• [WHAT IS REQUIRED]: Give the entries again exactly as they appear, but without the images.

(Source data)
•••
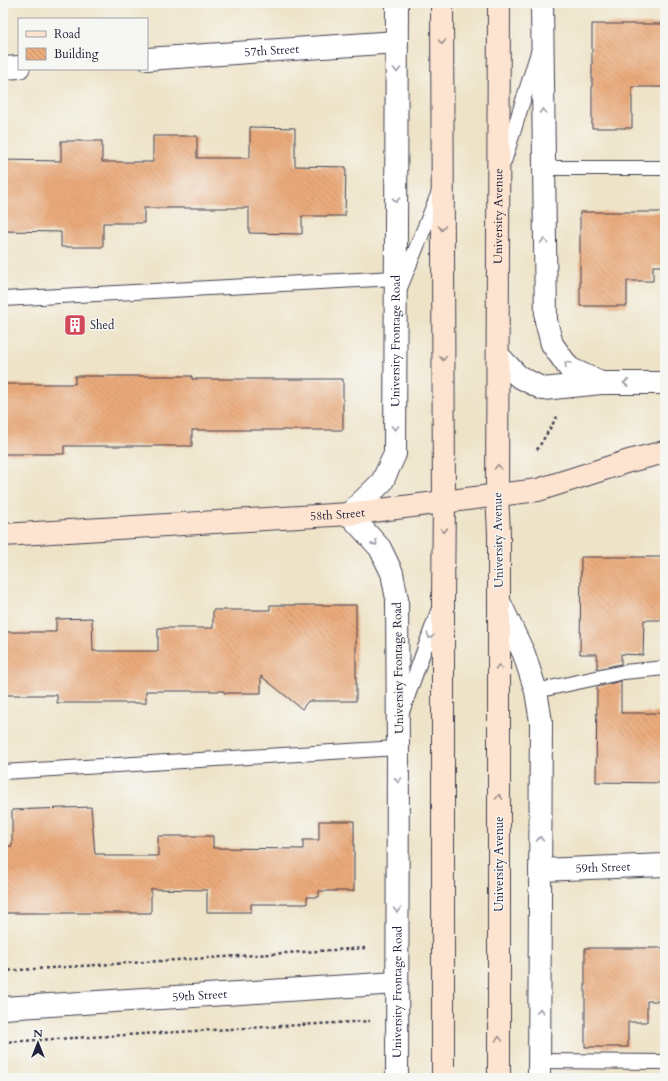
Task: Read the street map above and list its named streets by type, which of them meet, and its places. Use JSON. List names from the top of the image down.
{
  "streets": {
    "main road": ["University Avenue", "58th Street"],
    "street": ["57th Street", "University Frontage Road", "59th Street"]
  },
  "crossings": [
    ["57th Street", "University Frontage Road"],
    ["University Avenue", "58th Street"],
    ["University Frontage Road", "58th Street"],
    ["University Frontage Road", "59th Street"]
  ],
  "places": {
    "building": ["Shed"]
  },
  "legend": ["Road", "Building"],
  "north": "top"
}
•••
• [REPLY TO THE EXERCISE]:
Task: Read the street map above and list its named streets by type, which of them meet, and its places. Use JSON. List names from the top of the image down.
{
  "streets": {
    "main road": ["University Avenue", "58th Street"],
    "street": ["57th Street", "University Frontage Road", "59th Street"]
  },
  "crossings": [
    ["57th Street", "University Frontage Road"],
    ["University Avenue", "58th Street"],
    ["University Frontage Road", "58th Street"],
    ["University Frontage Road", "59th Street"]
  ],
  "places": {
    "building": ["Shed"]
  },
  "legend": ["Road", "Building"],
  "north": "top"
}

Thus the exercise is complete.